(Activity):
Search the listing below for the line containing "M466,448L514,570L488,584L446,500L428,509L417,492L423,476Z". From there through the line containing "M560,1087L557,1096L528,1114L532,1105Z", transcribe every line exactly, both ends included.

(Provided data):

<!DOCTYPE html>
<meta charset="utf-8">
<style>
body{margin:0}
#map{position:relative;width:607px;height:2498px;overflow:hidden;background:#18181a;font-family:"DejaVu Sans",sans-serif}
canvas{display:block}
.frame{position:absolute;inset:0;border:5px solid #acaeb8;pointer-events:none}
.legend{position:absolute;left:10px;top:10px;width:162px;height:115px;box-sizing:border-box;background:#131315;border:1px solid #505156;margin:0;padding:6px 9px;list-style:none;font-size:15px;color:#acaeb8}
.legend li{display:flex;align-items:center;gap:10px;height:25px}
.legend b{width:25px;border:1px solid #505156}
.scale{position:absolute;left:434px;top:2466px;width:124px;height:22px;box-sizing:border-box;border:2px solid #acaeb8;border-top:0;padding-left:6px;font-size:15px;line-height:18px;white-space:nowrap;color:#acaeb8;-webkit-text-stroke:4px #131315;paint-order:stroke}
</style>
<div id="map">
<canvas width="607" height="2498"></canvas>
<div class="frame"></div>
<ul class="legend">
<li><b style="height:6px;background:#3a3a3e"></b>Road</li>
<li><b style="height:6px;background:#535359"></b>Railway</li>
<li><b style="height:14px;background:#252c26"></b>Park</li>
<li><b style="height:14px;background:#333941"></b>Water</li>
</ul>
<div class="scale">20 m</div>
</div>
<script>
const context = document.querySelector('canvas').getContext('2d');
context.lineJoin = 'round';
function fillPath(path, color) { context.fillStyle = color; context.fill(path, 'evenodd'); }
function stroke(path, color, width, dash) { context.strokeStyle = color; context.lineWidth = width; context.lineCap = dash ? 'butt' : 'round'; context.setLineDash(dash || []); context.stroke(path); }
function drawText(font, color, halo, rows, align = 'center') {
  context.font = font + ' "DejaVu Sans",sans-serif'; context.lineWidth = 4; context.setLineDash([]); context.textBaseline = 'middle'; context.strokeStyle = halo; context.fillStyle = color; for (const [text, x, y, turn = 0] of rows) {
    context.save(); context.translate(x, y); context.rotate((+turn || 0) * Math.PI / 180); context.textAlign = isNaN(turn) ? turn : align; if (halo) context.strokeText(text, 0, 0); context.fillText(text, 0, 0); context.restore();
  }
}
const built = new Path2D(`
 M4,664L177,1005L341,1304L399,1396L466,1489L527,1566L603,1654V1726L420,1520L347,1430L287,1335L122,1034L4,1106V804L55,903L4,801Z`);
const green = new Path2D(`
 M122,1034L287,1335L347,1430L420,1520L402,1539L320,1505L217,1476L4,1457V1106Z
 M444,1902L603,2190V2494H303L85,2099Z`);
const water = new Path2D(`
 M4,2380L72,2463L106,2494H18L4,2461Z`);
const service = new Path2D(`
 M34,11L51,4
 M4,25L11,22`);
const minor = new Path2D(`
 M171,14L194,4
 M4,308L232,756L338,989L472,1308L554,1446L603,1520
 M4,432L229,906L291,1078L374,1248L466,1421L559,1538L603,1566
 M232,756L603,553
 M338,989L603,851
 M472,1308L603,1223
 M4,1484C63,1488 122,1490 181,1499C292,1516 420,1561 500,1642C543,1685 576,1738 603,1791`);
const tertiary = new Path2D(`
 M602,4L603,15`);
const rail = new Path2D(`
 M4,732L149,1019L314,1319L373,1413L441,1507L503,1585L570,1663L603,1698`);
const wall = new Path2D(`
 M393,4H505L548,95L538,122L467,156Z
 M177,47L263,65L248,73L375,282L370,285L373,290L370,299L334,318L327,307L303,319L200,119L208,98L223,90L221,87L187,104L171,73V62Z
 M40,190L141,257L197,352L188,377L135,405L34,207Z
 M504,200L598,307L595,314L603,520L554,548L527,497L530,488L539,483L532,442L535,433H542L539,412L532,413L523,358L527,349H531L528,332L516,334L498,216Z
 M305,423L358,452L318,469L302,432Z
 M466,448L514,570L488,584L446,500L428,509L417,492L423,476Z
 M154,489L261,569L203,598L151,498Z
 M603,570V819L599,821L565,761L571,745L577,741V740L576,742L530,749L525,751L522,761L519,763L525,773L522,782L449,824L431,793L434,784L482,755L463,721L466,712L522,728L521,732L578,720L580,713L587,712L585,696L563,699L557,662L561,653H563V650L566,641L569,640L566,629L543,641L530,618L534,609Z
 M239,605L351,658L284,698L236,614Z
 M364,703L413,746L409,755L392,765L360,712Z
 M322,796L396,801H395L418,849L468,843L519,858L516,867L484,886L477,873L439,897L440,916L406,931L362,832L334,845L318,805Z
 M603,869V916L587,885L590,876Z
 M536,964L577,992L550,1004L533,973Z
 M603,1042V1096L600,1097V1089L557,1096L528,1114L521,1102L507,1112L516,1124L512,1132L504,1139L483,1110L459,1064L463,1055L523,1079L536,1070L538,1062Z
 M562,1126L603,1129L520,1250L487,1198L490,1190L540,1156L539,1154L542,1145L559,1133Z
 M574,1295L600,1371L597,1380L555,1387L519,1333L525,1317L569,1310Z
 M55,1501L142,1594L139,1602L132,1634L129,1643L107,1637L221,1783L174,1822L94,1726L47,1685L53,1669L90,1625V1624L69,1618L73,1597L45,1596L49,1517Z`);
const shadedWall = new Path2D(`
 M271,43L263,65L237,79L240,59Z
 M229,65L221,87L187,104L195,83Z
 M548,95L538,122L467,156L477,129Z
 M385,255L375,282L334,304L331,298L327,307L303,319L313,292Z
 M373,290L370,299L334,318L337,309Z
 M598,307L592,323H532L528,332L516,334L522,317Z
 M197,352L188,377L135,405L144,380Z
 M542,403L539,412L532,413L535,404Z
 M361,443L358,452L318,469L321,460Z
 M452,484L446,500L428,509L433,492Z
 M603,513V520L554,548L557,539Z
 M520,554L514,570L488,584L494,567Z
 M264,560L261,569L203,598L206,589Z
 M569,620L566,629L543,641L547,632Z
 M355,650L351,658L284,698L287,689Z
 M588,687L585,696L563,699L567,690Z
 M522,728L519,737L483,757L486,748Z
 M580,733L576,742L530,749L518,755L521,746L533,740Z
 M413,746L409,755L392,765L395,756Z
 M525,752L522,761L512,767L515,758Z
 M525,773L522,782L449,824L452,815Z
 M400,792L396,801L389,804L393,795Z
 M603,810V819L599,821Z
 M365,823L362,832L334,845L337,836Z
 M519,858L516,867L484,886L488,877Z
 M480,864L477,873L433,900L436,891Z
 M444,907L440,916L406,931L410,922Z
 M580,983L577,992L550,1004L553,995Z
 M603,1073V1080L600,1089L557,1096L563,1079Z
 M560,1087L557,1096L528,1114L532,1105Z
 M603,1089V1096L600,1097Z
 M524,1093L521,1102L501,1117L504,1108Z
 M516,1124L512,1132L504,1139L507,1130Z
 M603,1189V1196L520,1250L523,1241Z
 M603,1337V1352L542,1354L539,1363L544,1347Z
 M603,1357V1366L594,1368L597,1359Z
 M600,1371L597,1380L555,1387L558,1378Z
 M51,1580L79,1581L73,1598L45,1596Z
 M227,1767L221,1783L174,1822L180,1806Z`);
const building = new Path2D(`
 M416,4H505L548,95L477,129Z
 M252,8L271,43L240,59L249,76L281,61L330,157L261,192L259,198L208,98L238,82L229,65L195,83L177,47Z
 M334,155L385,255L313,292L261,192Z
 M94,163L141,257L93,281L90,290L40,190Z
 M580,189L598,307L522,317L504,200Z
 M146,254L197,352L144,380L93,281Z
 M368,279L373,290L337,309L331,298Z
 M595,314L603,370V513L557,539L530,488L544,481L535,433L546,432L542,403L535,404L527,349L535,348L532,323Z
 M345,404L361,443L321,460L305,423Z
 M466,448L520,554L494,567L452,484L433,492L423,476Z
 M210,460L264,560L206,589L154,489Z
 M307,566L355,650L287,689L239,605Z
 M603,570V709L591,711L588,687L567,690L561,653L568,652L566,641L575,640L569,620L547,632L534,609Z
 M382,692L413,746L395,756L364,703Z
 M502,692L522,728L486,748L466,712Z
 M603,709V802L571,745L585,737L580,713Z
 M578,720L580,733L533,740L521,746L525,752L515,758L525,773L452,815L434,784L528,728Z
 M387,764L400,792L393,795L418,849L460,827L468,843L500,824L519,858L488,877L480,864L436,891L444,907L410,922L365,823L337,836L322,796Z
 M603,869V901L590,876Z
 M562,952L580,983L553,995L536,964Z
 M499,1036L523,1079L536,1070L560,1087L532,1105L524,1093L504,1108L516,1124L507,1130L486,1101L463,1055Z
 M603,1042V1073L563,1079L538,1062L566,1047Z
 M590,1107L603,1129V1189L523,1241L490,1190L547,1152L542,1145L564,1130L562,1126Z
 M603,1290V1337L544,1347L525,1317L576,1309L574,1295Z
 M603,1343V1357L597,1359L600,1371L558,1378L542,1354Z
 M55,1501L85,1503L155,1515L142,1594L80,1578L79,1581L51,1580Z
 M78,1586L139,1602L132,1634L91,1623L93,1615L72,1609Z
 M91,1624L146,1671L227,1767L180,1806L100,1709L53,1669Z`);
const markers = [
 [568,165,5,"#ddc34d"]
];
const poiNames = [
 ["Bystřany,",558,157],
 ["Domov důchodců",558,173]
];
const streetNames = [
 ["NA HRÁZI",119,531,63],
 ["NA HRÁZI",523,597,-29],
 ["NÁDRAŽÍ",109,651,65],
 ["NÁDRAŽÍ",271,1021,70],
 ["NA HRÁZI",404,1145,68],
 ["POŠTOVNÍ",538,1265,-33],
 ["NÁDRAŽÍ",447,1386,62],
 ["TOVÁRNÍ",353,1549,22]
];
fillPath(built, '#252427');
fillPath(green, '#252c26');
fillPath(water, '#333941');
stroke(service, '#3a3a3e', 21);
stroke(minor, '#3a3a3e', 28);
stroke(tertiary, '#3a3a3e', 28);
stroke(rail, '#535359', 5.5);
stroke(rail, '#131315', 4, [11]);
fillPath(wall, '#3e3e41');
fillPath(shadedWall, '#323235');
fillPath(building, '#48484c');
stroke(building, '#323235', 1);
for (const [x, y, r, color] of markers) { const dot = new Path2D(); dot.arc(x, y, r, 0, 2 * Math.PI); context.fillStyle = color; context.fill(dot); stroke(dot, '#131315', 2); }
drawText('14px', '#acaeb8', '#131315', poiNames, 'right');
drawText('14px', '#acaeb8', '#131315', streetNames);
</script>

(Output for this task):
 M466,448L514,570L488,584L446,500L428,509L417,492L423,476Z
 M154,489L261,569L203,598L151,498Z
 M603,570V819L599,821L565,761L571,745L577,741V740L576,742L530,749L525,751L522,761L519,763L525,773L522,782L449,824L431,793L434,784L482,755L463,721L466,712L522,728L521,732L578,720L580,713L587,712L585,696L563,699L557,662L561,653H563V650L566,641L569,640L566,629L543,641L530,618L534,609Z
 M239,605L351,658L284,698L236,614Z
 M364,703L413,746L409,755L392,765L360,712Z
 M322,796L396,801H395L418,849L468,843L519,858L516,867L484,886L477,873L439,897L440,916L406,931L362,832L334,845L318,805Z
 M603,869V916L587,885L590,876Z
 M536,964L577,992L550,1004L533,973Z
 M603,1042V1096L600,1097V1089L557,1096L528,1114L521,1102L507,1112L516,1124L512,1132L504,1139L483,1110L459,1064L463,1055L523,1079L536,1070L538,1062Z
 M562,1126L603,1129L520,1250L487,1198L490,1190L540,1156L539,1154L542,1145L559,1133Z
 M574,1295L600,1371L597,1380L555,1387L519,1333L525,1317L569,1310Z
 M55,1501L142,1594L139,1602L132,1634L129,1643L107,1637L221,1783L174,1822L94,1726L47,1685L53,1669L90,1625V1624L69,1618L73,1597L45,1596L49,1517Z`);
const shadedWall = new Path2D(`
 M271,43L263,65L237,79L240,59Z
 M229,65L221,87L187,104L195,83Z
 M548,95L538,122L467,156L477,129Z
 M385,255L375,282L334,304L331,298L327,307L303,319L313,292Z
 M373,290L370,299L334,318L337,309Z
 M598,307L592,323H532L528,332L516,334L522,317Z
 M197,352L188,377L135,405L144,380Z
 M542,403L539,412L532,413L535,404Z
 M361,443L358,452L318,469L321,460Z
 M452,484L446,500L428,509L433,492Z
 M603,513V520L554,548L557,539Z
 M520,554L514,570L488,584L494,567Z
 M264,560L261,569L203,598L206,589Z
 M569,620L566,629L543,641L547,632Z
 M355,650L351,658L284,698L287,689Z
 M588,687L585,696L563,699L567,690Z
 M522,728L519,737L483,757L486,748Z
 M580,733L576,742L530,749L518,755L521,746L533,740Z
 M413,746L409,755L392,765L395,756Z
 M525,752L522,761L512,767L515,758Z
 M525,773L522,782L449,824L452,815Z
 M400,792L396,801L389,804L393,795Z
 M603,810V819L599,821Z
 M365,823L362,832L334,845L337,836Z
 M519,858L516,867L484,886L488,877Z
 M480,864L477,873L433,900L436,891Z
 M444,907L440,916L406,931L410,922Z
 M580,983L577,992L550,1004L553,995Z
 M603,1073V1080L600,1089L557,1096L563,1079Z
 M560,1087L557,1096L528,1114L532,1105Z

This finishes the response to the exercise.